Our experimental implementation is based on the well-studied semiconductor laser systems with delayed optical feedback (see for example refs 14, 15 and references therein). Here, however, we replace the common mirror or fibre loop with fixed delay by two feedback loops with mutually exclusive spectral reflection properties and different lengths, resulting in different delay times. Theoretically, those systems were recently studied in terms of their relative equilibria structure and stability^{16,17}. In a recent experiment a second frequency-selective feedback loop was introduced to control the frequency oscillations of the laser light^{18}. Here we consider the limit that both delays are long compared with the characteristic dynamical time scale of the laser. Specifically, semiconductor lasers exhibit a characteristic amplitude–phase coupling^{19}, therefore amplitude dynamics is usually associated with dynamics of the optical frequency as well. This allows us to act on the spectral characteristic of the state rather than its amplitude, since amplitude-related nonlinearities typically only give rise to very small relative changes of the delay times.
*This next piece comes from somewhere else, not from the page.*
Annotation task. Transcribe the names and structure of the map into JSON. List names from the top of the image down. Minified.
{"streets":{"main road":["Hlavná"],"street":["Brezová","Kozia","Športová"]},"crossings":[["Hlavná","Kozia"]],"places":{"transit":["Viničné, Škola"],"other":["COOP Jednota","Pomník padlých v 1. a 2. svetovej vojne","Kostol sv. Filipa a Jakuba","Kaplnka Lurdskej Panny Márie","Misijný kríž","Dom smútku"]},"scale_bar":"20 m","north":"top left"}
It is more convenient and very flexible to choose different delay loops depending on the corresponding optical spectrum of the laser emission by employing spectrally selective (filtering) mirrors.

For our experiments, we have employed a discrete-mode quantum-well semiconductor laser emitting at 1543, nm with a threshold current of *I*_{th}=12.00 mA^{20}. With and without external optical feedback, the discrete-mode laser exhibits single-mode behaviour with a side-mode suppression ratio larger than 35 dB and a longitudinal mode separation of 150 GHz. We have measured a linewidth enhancement factor *α*∼2 using the Henning–Collins approach^{21}. The current and temperature of the laser are stabilised to an accuracy of 0.01 mA and 0.01 K, respectively.
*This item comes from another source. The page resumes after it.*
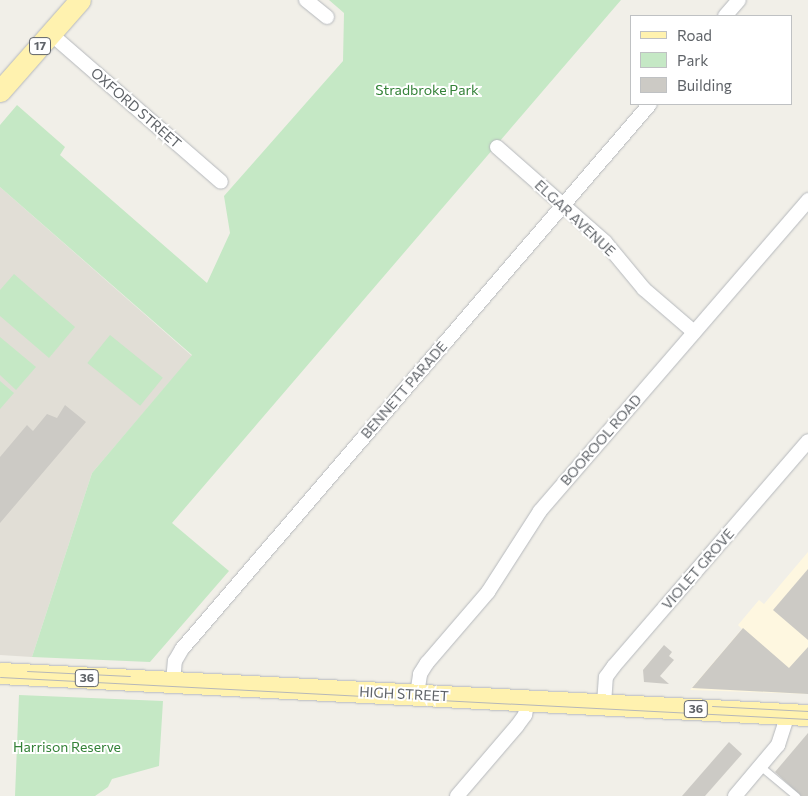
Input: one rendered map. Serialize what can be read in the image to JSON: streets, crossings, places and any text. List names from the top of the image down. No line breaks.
{"streets":{"main road":["17","36","HIGH STREET"],"street":["OXFORD STREET","ELGAR AVENUE","BENNETT PARADE","BOOROOL ROAD","VIOLET GROVE"]},"crossings":[["17","OXFORD STREET"],["ELGAR AVENUE","BENNETT PARADE"],["ELGAR AVENUE","BOOROOL ROAD"],["BENNETT PARADE","HIGH STREET"],["BOOROOL ROAD","HIGH STREET"],["VIOLET GROVE","HIGH STREET"]],"parks":["Stradbroke Park","Harrison Reserve"],"legend":["Road","Park","Building"]}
Figure 1b depicts the experimental setup, employing standard telecommunications components. The laser is subject to filtered optical feedback (FFB) from two distinct cavities of different length and with disjunct spectral reflection ranges. Each feedback cavity contains an independent fibre-loop mirror closed by a fibre Bragg grating (FBG) that acts as the frequency-selective reflector. The reflection bandwidths of the FBG have been determined to be 4.63±0.02 GHz for FBG1 and 5.69±0.02 GHz for FBG2. The respective centre frequencies of FBG1 and FBG2 have been detuned −4±0.01 GHz and −11±0.01 GHz with respect to the solitary laser frequency (see Methods section). Therefore, there is no spectral overlap between the reflection bandwidths of the two FBGs. Polarisation controllers are used to independently align the polarisation for each filtered-feedback cavity. The fibre transmission within the delay loops is considered as linear propagation. It is important to note that the laser represents the nonlinear element, and in combination with the FBGs acts as the state-dependent switch, as will be discussed in the context of the experimental and modelling results.

The design of the experimental setup allows for direct detection of the light emitted from the laser diode, and moreover of the light reflected from each individual FBG. About 25% of the light emitted by the laser diode is coupled out for detection, while for the light reflected from each FBG this fraction amounts to only 10%. Therefore, for measuring the FBG reflected light, two semiconductor optical amplifiers are employed to amplify the signals before detection. Via the last coupler in the feedback line, 75% of the light from FBG2 and 25% of the light from FBG1 are merged and fed back to the laser diode, resulting in an effective ratio of feedback strengths of 4.38 dB. The second output port of the coupler is used for detection of the optical spectrum. The measurements of the dynamics were performed using a 13 GHz bandwidth detector for the total intensity dynamics and two 20 GHz detectors for the filtered dynamics and using a 16 GHz analogue bandwidth oscilloscope with a sampling rate of 40 GS s^{−1}.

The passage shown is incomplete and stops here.